• [Task to complete] Your task is to give the entries back exactly, leaving nothing out.
[Source data — start]
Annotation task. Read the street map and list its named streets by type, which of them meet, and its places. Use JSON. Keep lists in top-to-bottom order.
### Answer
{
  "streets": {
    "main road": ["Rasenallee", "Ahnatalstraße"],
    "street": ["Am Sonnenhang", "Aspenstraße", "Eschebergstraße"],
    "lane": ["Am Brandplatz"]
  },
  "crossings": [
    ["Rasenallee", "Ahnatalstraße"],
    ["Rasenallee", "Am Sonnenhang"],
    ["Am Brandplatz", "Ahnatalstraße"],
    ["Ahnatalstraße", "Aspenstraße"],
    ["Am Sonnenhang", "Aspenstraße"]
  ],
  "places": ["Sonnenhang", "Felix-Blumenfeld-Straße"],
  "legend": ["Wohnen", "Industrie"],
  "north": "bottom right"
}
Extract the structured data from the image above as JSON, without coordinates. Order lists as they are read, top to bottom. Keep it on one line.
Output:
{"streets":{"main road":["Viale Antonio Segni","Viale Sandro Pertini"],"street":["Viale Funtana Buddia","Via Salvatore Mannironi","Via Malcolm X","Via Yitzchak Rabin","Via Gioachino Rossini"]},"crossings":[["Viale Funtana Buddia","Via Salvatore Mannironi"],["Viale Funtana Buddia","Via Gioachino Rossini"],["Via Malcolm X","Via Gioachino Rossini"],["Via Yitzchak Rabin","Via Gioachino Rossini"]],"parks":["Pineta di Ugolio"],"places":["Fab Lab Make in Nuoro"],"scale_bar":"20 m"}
[Source data — finish]
• [Output of the exercise]
Annotation task. Read the street map and list its named streets by type, which of them meet, and its places. Use JSON. Keep lists in top-to-bottom order.
### Answer
{
  "streets": {
    "main road": ["Rasenallee", "Ahnatalstraße"],
    "street": ["Am Sonnenhang", "Aspenstraße", "Eschebergstraße"],
    "lane": ["Am Brandplatz"]
  },
  "crossings": [
    ["Rasenallee", "Ahnatalstraße"],
    ["Rasenallee", "Am Sonnenhang"],
    ["Am Brandplatz", "Ahnatalstraße"],
    ["Ahnatalstraße", "Aspenstraße"],
    ["Am Sonnenhang", "Aspenstraße"]
  ],
  "places": ["Sonnenhang", "Felix-Blumenfeld-Straße"],
  "legend": ["Wohnen", "Industrie"],
  "north": "bottom right"
}
Extract the structured data from the image above as JSON, without coordinates. Order lists as they are read, top to bottom. Keep it on one line.
Output:
{"streets":{"main road":["Viale Antonio Segni","Viale Sandro Pertini"],"street":["Viale Funtana Buddia","Via Salvatore Mannironi","Via Malcolm X","Via Yitzchak Rabin","Via Gioachino Rossini"]},"crossings":[["Viale Funtana Buddia","Via Salvatore Mannironi"],["Viale Funtana Buddia","Via Gioachino Rossini"],["Via Malcolm X","Via Gioachino Rossini"],["Via Yitzchak Rabin","Via Gioachino Rossini"]],"parks":["Pineta di Ugolio"],"places":["Fab Lab Make in Nuoro"],"scale_bar":"20 m"}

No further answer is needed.